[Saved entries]
● ● ●
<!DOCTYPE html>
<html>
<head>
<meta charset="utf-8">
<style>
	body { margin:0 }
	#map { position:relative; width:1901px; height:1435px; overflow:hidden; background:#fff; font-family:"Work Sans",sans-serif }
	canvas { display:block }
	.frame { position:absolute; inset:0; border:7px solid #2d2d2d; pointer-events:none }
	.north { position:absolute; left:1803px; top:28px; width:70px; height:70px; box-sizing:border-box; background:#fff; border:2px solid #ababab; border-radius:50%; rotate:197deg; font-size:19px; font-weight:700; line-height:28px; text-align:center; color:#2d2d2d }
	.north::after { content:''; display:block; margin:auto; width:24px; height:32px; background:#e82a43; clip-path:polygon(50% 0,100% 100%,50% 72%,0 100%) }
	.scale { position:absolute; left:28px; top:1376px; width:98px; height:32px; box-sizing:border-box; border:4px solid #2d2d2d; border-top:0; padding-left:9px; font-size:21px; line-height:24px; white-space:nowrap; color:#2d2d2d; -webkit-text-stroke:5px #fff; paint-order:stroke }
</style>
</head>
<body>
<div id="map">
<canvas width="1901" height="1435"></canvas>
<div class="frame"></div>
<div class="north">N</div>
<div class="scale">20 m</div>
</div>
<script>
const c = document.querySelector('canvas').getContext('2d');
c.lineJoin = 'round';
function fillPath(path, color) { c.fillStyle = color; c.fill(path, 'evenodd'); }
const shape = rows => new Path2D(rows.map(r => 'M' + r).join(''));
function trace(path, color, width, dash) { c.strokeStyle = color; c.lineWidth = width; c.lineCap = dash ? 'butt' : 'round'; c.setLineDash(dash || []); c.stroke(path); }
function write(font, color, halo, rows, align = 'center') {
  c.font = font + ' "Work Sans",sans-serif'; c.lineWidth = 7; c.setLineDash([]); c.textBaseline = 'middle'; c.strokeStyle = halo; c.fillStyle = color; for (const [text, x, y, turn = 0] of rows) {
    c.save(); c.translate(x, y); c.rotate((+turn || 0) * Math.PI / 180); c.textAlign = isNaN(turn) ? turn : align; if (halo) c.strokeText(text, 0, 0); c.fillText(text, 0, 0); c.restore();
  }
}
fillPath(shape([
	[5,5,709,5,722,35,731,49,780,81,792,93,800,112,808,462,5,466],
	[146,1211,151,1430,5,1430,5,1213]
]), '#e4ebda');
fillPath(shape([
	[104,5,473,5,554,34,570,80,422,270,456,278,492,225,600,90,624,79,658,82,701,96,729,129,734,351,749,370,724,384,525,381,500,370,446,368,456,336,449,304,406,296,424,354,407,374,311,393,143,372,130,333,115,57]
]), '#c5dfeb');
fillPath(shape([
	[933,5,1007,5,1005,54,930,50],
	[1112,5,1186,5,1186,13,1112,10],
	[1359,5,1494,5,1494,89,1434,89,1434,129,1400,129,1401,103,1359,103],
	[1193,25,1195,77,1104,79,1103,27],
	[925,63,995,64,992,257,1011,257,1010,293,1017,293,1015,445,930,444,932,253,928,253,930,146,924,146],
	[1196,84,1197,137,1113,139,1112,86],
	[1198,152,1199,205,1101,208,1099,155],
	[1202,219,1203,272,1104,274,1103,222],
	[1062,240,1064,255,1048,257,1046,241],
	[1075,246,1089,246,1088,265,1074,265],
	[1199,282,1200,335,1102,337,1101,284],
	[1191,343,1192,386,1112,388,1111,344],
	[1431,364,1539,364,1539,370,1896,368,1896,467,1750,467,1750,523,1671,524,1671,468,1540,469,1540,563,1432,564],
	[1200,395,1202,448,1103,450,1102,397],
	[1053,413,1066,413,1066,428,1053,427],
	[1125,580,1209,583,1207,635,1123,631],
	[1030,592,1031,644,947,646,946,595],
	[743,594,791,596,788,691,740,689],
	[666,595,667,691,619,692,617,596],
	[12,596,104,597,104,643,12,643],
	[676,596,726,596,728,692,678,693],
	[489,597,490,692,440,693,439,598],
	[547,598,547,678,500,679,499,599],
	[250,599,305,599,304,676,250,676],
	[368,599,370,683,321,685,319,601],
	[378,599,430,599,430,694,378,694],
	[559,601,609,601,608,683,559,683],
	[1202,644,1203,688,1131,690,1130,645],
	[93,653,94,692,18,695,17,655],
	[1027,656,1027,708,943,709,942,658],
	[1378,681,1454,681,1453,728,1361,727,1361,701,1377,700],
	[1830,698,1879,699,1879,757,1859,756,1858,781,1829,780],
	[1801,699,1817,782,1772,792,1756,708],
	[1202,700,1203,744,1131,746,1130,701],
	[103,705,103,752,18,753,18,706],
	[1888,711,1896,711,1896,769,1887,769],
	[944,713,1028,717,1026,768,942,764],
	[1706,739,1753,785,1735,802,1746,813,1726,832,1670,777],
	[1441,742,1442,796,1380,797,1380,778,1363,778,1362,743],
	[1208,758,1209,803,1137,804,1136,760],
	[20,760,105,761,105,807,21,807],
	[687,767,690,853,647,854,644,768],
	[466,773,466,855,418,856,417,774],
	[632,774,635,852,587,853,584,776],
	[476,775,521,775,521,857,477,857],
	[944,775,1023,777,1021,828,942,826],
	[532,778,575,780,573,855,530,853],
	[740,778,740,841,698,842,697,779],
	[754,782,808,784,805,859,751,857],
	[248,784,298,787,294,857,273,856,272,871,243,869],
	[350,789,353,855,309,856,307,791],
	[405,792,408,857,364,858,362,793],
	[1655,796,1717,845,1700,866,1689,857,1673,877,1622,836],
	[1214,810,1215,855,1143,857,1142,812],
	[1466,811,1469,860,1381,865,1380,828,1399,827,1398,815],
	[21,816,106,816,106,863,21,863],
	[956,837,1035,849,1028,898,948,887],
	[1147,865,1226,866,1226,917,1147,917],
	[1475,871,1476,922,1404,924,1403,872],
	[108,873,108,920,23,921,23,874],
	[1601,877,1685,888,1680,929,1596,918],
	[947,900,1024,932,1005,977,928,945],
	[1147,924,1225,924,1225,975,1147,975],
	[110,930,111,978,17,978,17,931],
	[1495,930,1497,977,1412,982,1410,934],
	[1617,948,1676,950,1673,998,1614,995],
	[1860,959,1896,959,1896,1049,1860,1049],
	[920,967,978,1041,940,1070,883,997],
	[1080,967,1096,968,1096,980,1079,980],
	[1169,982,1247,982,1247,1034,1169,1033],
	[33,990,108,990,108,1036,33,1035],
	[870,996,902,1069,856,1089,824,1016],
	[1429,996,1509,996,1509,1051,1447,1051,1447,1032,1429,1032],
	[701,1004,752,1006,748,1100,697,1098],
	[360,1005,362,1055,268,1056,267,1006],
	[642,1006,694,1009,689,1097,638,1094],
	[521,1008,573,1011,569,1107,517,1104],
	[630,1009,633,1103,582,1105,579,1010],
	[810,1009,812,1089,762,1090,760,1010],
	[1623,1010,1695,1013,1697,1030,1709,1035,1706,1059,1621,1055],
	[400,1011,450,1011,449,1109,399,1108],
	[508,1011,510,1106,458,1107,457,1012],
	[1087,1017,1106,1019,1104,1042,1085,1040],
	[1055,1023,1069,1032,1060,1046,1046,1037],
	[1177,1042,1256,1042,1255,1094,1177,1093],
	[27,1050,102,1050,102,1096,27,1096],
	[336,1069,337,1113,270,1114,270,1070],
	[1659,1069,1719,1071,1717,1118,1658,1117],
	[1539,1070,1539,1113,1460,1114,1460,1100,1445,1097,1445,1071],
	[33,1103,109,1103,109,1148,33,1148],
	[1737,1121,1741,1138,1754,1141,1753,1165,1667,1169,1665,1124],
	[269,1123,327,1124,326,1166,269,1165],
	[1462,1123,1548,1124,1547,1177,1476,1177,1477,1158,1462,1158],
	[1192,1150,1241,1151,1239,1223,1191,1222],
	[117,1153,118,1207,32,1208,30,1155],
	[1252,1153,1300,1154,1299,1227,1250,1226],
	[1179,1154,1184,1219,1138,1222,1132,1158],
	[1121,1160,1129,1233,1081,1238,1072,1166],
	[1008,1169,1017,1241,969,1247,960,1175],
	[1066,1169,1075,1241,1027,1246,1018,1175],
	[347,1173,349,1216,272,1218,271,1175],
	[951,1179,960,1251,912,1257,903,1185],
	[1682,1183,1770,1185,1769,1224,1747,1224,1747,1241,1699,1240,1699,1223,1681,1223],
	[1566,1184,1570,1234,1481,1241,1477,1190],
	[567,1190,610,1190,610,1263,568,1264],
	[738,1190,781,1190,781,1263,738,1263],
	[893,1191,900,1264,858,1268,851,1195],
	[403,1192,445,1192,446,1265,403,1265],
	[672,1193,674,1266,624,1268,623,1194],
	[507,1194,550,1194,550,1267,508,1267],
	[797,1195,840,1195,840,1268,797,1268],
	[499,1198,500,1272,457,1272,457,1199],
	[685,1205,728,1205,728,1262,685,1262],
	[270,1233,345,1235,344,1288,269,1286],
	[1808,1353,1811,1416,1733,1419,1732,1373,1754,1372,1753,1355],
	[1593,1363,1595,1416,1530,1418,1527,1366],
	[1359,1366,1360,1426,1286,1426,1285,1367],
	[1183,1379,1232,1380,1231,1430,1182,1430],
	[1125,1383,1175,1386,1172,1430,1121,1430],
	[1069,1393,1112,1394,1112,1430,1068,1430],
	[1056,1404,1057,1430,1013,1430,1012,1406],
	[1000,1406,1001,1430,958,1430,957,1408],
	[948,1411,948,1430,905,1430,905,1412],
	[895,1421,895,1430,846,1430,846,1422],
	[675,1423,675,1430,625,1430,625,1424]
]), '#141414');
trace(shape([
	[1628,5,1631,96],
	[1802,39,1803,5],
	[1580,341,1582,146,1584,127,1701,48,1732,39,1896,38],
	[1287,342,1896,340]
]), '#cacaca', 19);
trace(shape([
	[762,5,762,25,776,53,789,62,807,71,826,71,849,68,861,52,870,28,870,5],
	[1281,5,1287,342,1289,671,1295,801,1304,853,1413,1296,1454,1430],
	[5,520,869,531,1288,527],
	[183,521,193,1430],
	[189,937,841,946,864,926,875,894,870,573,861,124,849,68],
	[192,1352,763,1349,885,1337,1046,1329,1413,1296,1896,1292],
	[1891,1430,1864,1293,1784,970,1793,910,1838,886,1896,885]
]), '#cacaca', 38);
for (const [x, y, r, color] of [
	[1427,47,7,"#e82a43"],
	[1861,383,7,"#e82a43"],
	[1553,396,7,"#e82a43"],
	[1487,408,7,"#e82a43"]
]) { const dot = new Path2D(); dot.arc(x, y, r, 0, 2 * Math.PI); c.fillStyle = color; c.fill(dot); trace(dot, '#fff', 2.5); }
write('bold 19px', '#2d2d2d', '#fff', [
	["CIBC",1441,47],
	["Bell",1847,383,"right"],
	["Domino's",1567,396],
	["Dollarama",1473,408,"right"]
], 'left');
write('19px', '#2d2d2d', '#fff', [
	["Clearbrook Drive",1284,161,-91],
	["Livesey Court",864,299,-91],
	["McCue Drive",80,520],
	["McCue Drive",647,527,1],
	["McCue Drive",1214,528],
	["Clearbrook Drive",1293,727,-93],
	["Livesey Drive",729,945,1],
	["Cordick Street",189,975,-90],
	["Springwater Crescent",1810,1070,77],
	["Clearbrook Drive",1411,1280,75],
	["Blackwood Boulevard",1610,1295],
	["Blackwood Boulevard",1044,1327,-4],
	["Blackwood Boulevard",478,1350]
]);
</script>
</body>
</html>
● ● ●
■ What is being asked
All that belongs in your answer is the stretch of entries above from the line with "c.save(); c.translate(x, y);" through the line with "[146,1211,151,1430,5,1430,5,1213]", printed exactly.

■ Task solution
    c.save(); c.translate(x, y); c.rotate((+turn || 0) * Math.PI / 180); c.textAlign = isNaN(turn) ? turn : align; if (halo) c.strokeText(text, 0, 0); c.fillText(text, 0, 0); c.restore();
  }
}
fillPath(shape([
	[5,5,709,5,722,35,731,49,780,81,792,93,800,112,808,462,5,466],
	[146,1211,151,1430,5,1430,5,1213]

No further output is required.